Kubernetes service unreachable from master node on EC2 - amazon-ec2

I created a k8s cluster on AWS, using kubeadm, with 1 master and 1 worker following the guide available here.
Then, I started 1 ElasticSearch container:
kubectl run elastic --image=elasticsearch:2 --replicas=1
And it was deployed successfully on worker. Then, I try to expose it as a service on cluster:
kubectl expose deploy/elastic --port 9200
And it was exposed successfully:
NAMESPACE NAME READY STATUS RESTARTS AGE
default elastic-664569cb68-flrrz 1/1 Running 0 16m
kube-system etcd-ip-172-31-140-179.ec2.internal 1/1 Running 0 16m
kube-system kube-apiserver-ip-172-31-140-179.ec2.internal 1/1 Running 0 16m
kube-system kube-controller-manager-ip-172-31-140-179.ec2.internal 1/1 Running 0 16m
kube-system kube-dns-86f4d74b45-mc24s 3/3 Running 0 17m
kube-system kube-flannel-ds-fjkkc 1/1 Running 0 16m
kube-system kube-flannel-ds-zw4pq 1/1 Running 0 17m
kube-system kube-proxy-4c8lh 1/1 Running 0 17m
kube-system kube-proxy-zkfwn 1/1 Running 0 16m
kube-system kube-scheduler-ip-172-31-140-179.ec2.internal 1/1 Running 0 16m
NAMESPACE NAME TYPE CLUSTER-IP EXTERNAL-IP PORT(S) AGE
default elastic ClusterIP 10.96.141.188 <none> 9200/TCP 16m
default kubernetes ClusterIP 10.96.0.1 <none> 443/TCP 17m
kube-system kube-dns ClusterIP 10.96.0.10 <none> 53/UDP,53/TCP 17m
NAMESPACE NAME DESIRED CURRENT READY UP-TO-DATE AVAILABLE NODE SELECTOR AGE
kube-system kube-flannel-ds 2 2 2 2 2 beta.kubernetes.io/arch=amd64 17m
kube-system kube-proxy 2 2 2 2 2 <none> 17m
NAMESPACE NAME DESIRED CURRENT UP-TO-DATE AVAILABLE AGE
default elastic 1 1 1 1 16m
kube-system kube-dns 1 1 1 1 17m
NAMESPACE NAME DESIRED CURRENT READY AGE
default elastic-664569cb68 1 1 1 16m
kube-system kube-dns-86f4d74b45 1 1 1 17m
But, when I try to execute a curl to http://10.96.141.188:9200 (from the master node) I'm getting a timeout, and everything indicates that the generated cluster IP is not reachable from the master node. It's working only on worker node.
I tried everything I could found:
Add a bunch of rules to iptables
iptables -P FORWARD ACCEPT
iptables -I FORWARD 1 -i cni0 -j ACCEPT -m comment --comment "flannel subnet"
iptables -I FORWARD 1 -o cni0 -j ACCEPT -m comment --comment "flannel subnet"
iptables -t nat -A POSTROUTING -s 10.244.0.0/16 ! -d 10.244.0.0/16 -j MASQUERADE
Disable firewalld
Enable all ports on ec2 security policy (from everywhere)
Use different docker versions (1.13.1, 17.03, 17.06, 17.12)
Different k8s versions (1.9.0 ~1.9.6)
Differents CNI (flannel and weave)
Add some parameters to kubeadm init command (--node-name with FQDN and --apiserver-advertise-address with public master IP)
But none of this worked. It appears that is a specific issue on AWS, since the tutorial guide works fine on Linux Academy Cloud Server.
Is there anything else I could try?
Obs:
Currently, I'm using docker 1.13 and k8s 1.9.6 (with flannel 0.9.1) on Centos7.

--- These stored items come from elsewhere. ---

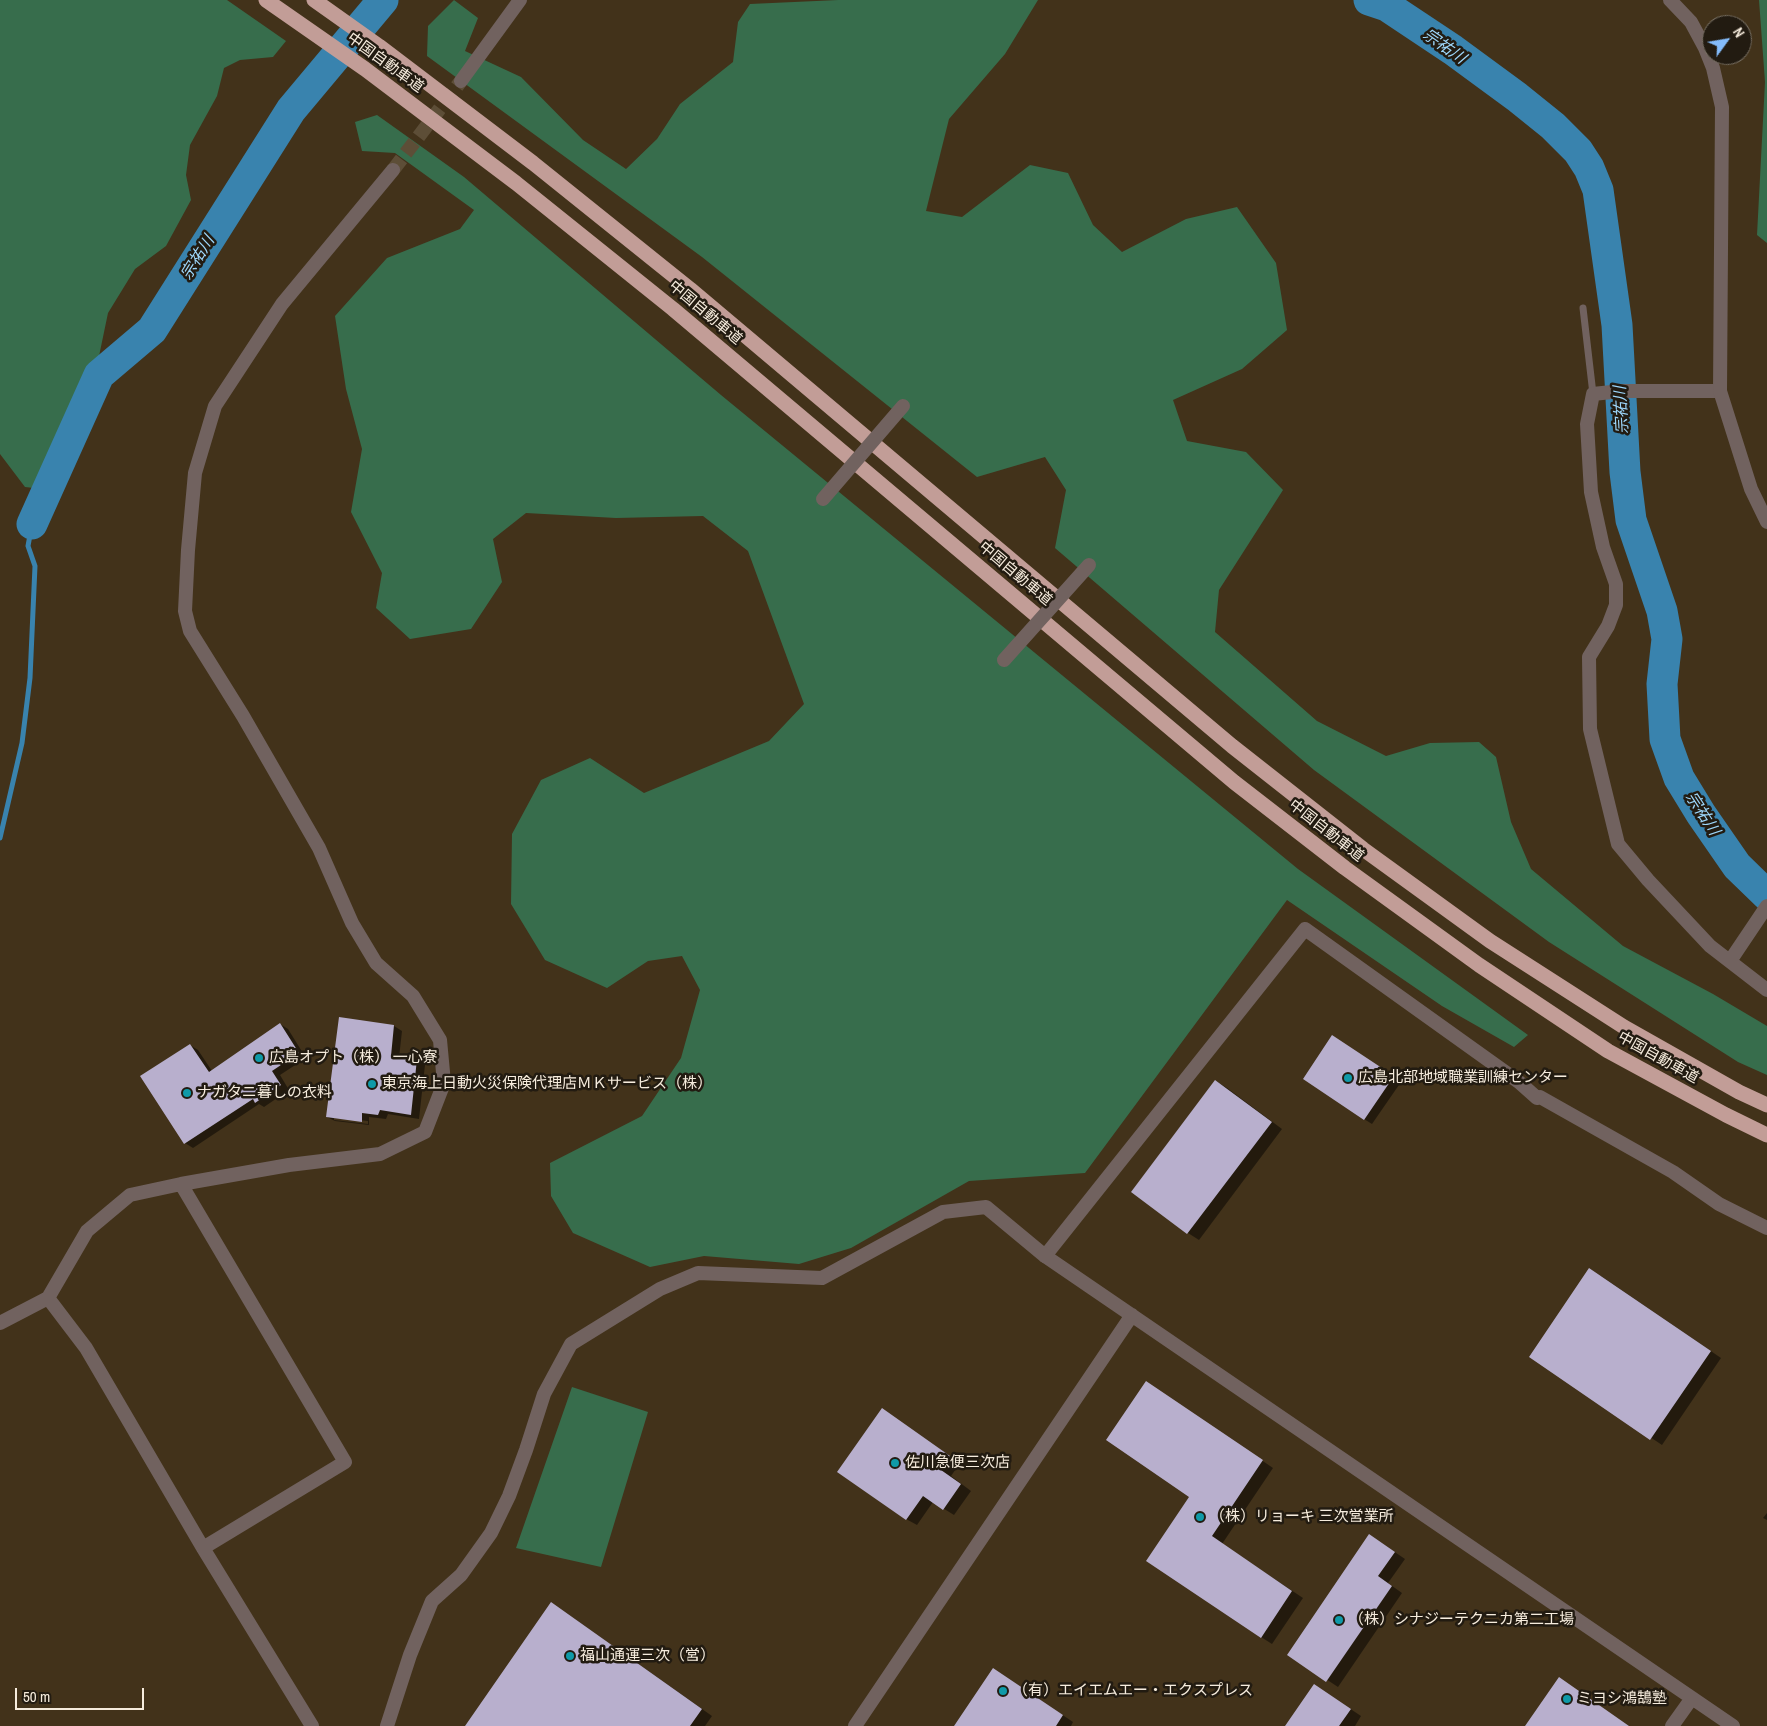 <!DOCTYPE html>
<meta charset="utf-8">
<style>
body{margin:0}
#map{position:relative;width:1767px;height:1726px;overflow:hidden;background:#42321a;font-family:"Archivo Narrow",sans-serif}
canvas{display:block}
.north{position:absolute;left:1702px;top:15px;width:50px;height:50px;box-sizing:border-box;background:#221b11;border:1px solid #776f63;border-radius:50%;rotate:58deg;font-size:14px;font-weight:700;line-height:20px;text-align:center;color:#f6ecdd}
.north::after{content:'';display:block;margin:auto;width:18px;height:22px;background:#84bcfb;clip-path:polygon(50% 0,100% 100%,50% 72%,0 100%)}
.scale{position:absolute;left:15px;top:1688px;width:129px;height:22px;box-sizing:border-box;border:2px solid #f6ecdd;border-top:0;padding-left:6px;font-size:15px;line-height:18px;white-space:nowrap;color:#f6ecdd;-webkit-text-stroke:4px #221b11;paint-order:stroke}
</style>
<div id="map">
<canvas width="1767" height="1726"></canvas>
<div class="north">N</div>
<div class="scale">50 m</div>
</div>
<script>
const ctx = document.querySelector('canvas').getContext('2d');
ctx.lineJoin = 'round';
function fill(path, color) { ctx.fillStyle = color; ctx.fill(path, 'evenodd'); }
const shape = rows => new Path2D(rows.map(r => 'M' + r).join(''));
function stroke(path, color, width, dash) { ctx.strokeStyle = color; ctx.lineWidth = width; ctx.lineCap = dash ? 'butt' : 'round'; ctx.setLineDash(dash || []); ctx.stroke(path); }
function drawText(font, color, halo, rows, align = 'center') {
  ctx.font = font + ' "Archivo Narrow","Noto Sans JP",sans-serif'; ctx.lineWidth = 5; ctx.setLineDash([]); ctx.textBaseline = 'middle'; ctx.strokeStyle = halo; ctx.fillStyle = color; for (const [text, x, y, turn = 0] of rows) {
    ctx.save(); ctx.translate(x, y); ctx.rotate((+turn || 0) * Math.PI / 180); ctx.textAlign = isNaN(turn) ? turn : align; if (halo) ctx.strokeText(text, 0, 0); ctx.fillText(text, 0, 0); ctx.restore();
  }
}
fill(shape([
 [0,0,227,0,286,41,273,57,240,60,224,68,217,96,190,145,186,175,191,200,166,246,135,269,108,313,98,361,34,488,25,487,0,454],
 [454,0,478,18,465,51,521,77,583,140,626,169,657,139,680,104,733,62,738,22,750,4,838,0,1038,0,1005,54,949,119,926,211,962,217,1030,165,1068,173,1093,225,1122,252,1186,219,1237,207,1276,263,1287,330,1242,369,1173,400,1187,441,1246,452,1283,490,1219,590,1215,632,1317,721,1386,756,1430,743,1479,742,1496,757,1511,822,1531,869,1623,946,1713,994,1767,1026,1767,1075,1738,1062,1549,942,1314,770,1055,548,1066,490,1045,457,977,477,702,257,427,56,428,26],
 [1759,0,1767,0,1767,243,1757,235,1765,82],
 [377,115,464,177,721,395,1298,869,1528,1035,1514,1047,1442,1006,1287,900,1085,1173,969,1181,851,1248,799,1264,704,1256,650,1267,573,1233,551,1196,550,1163,642,1116,681,1058,700,990,682,956,648,961,607,988,545,960,511,904,512,834,541,780,590,758,644,793,769,741,804,704,748,551,703,516,616,518,526,513,493,539,502,582,471,629,410,639,376,608,382,573,351,512,362,449,346,389,335,316,387,258,460,229,474,210,395,153,362,151,355,122],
 [572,1387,648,1412,601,1567,516,1548]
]), '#376d4c');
fill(shape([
 [280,1024,288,1029,306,1058,280,1075,289,1090,264,1107,259,1104,193,1148,185,1143,190,1045,198,1050,212,1071],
 [394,1026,402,1031,399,1058,417,1060,425,1065,419,1119,388,1114,386,1119,369,1117,369,1125,335,1121,327,1117],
 [334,1117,368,1121,368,1124,334,1120],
 [1340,1042,1401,1082,1372,1124,1364,1119],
 [1216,1081,1227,1088,1282,1129,1199,1240,1188,1233,1133,1192],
 [1601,1276,1721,1358,1662,1445,1531,1357],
 [1157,1389,1273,1468,1222,1544,1303,1598,1272,1644,1261,1637,1191,1496],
 [883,1410,960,1463,951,1476,971,1491,954,1515,933,1502,917,1525,906,1519],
 [1767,1513,1767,1520,1763,1518],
 [1380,1542,1405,1559,1388,1583,1402,1593,1338,1687,1288,1654],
 [562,1610,712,1716,705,1726,466,1726],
 [994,1669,1073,1722,1071,1726,955,1726],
 [1325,1692,1361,1716,1355,1726,1287,1726]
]), '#0007');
stroke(shape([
 [0,838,22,743,30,678,35,566,28,546,32,524]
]), '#3983ae', 5);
stroke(shape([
 [1369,0,1387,6,1453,50,1517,97,1553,126,1578,151,1589,168,1598,190,1617,325,1625,472,1631,520,1662,611,1667,639,1662,684,1665,739,1679,778,1701,814,1737,866,1767,895],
 [32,524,99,375,152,330,291,110,383,0]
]), '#3983ae', 31);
fill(shape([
 [339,1017,394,1025,391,1056,417,1059,411,1115,380,1110,378,1115,362,1113,362,1122,326,1117],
 [280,1023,299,1053,272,1071,281,1085,255,1103,253,1099,184,1144,140,1076,190,1044,209,1072],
 [1332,1035,1394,1076,1364,1120,1303,1079],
 [1215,1080,1272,1122,1187,1234,1131,1192],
 [1589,1268,1711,1351,1650,1440,1529,1357],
 [1146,1381,1263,1460,1212,1536,1292,1591,1261,1638,1146,1561,1189,1497,1106,1440],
 [882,1408,950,1456,941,1470,961,1484,943,1510,923,1496,906,1520,837,1472],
 [1369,1534,1395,1552,1378,1576,1392,1586,1326,1682,1287,1655],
 [551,1602,702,1709,690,1726,465,1726],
 [993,1668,1063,1715,1056,1726,954,1726],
 [1559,1677,1629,1726,1525,1726],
 [1314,1684,1351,1709,1339,1726,1285,1726]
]), '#b8afcd');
stroke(shape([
 [393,170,461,81]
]), '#5d4e37', 14, [14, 7]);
stroke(shape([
 [1583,308,1593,394]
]), '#71625f', 7);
stroke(shape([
 [1720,391,1621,391,1593,394,1587,424,1591,492,1603,547,1616,584,1616,605,1608,626,1589,657,1590,729,1618,844,1648,880,1710,946,1767,990],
 [1730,961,1767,906],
 [1045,1256,1305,929,1519,1082,1537,1098,1540,1097,1673,1172,1719,1204,1767,1228]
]), '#71625f', 14);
stroke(shape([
 [1670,0,1691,22,1705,48,1713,68,1722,107,1720,391,1751,489,1767,522],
 [461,81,520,0],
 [181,1184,345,1462,203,1548],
 [48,1298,86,1348,203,1548,312,1726],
 [0,1323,48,1298,87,1231,130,1195,181,1184,289,1165,380,1154,425,1132,444,1083,440,1040,413,996,376,963,352,923,319,848,243,716,190,631,185,611,188,550,195,473,215,406,282,304,393,170],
 [387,1726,410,1655,432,1601,461,1575,491,1533,509,1496,526,1450,544,1394,571,1344,660,1289,698,1273,822,1278,943,1212,986,1207,1045,1256,1733,1726],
 [855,1726,1132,1315],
 [1672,1726,1692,1698]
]), '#71625f', 14);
stroke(shape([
 [266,0,365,69,516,183,673,309,1234,782,1345,868,1479,965,1608,1051,1726,1115,1767,1135],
 [314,0,379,46,533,163,690,289,1232,746,1363,849,1490,941,1624,1027,1739,1092,1767,1105]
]), '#c29d97', 15);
stroke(shape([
 [823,499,903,406],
 [1004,660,1089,565]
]), '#71625f', 14);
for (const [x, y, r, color] of [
 [259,1058,5,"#0f9aa8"],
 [1348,1078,5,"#0f9aa8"],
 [372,1084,5,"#0f9aa8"],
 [187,1093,5,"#0f9aa8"],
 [895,1463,5,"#0f9aa8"],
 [1200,1517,5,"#0f9aa8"],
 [1339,1620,5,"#0f9aa8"],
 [570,1656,5,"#0f9aa8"],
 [1003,1691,5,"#0f9aa8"],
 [1567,1699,5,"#0f9aa8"]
]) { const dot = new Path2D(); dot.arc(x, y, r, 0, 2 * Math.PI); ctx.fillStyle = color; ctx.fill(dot); stroke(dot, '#221b11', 2); }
drawText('15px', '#f6ecdd', '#221b11', [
 ["中国自動車道",385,63,36],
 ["中国自動車道",705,313,40],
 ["中国自動車道",1015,574,40],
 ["中国自動車道",1326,831,38],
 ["中国自動車道",1658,1058,29]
]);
drawText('15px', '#f6ecdd', '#221b11', [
 ["広島オプト（株） 一心寮",269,1058],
 ["広島北部地域職業訓練センター",1358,1078],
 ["東京海上日動火災保険代理店ＭＫサービス（株）",382,1084],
 ["ナガタニ暮しの衣料",197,1093],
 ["佐川急便三次店",905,1463],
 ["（株）リョーキ 三次営業所",1210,1517],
 ["（株）シナジーテクニカ第二工場",1349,1620],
 ["福山通運三次（営）",580,1656],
 ["（有）エイエムエー・エクスプレス",1013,1691],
 ["ミヨシ鴻鵠塾",1577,1699]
], 'left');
drawText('italic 16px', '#9dd6fa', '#221b11', [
 ["宗祐川",1444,47,35],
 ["宗祐川",198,258,-58],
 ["宗祐川",1622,410,-93],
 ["宗祐川",1702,814,57]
]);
</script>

I finally found the problem. According to this page, Flannel needs to open ports UDP 8285 and 8472 on both Master and Worker node. It's interesting that this is not mentioned at official kubeadm documentation.

kubectl run elastic --image=elasticsearch:2 --replicas=1
As best I can tell, you did not inform kubernetes that the elasticsearch:2 image listens on any port(s), which it will not infer by itself. You would have experienced the same problem if you had just run that image under docker without similarly specifying the --publish or --publish-all options.
Thus, when the ClusterIP attempts to forward traffic from port 9200 to the Pods matching its selector, those packets fall into /dev/null because the container is not listening for them.
Add a bunch of rules to iptables
Definitely don't do that; if you observed, there are already a ton of iptables rules that are managed by kube-proxy: in fact, its primary job in life is to own the iptables rules on the Node upon which it is running. Your rules only serve to confuse both kube-proxy as well as any person who follows along behind you, trying to work out where those random rules came from. If you haven't already made them permanent, then either undo them or just reboot the machine to flush those tables. Leaving your ad-hoc rules in place will 100% not make your troubleshooting process any easier.

Related

How to get OpenEBS Mayastor clustered storage to work on microk8s?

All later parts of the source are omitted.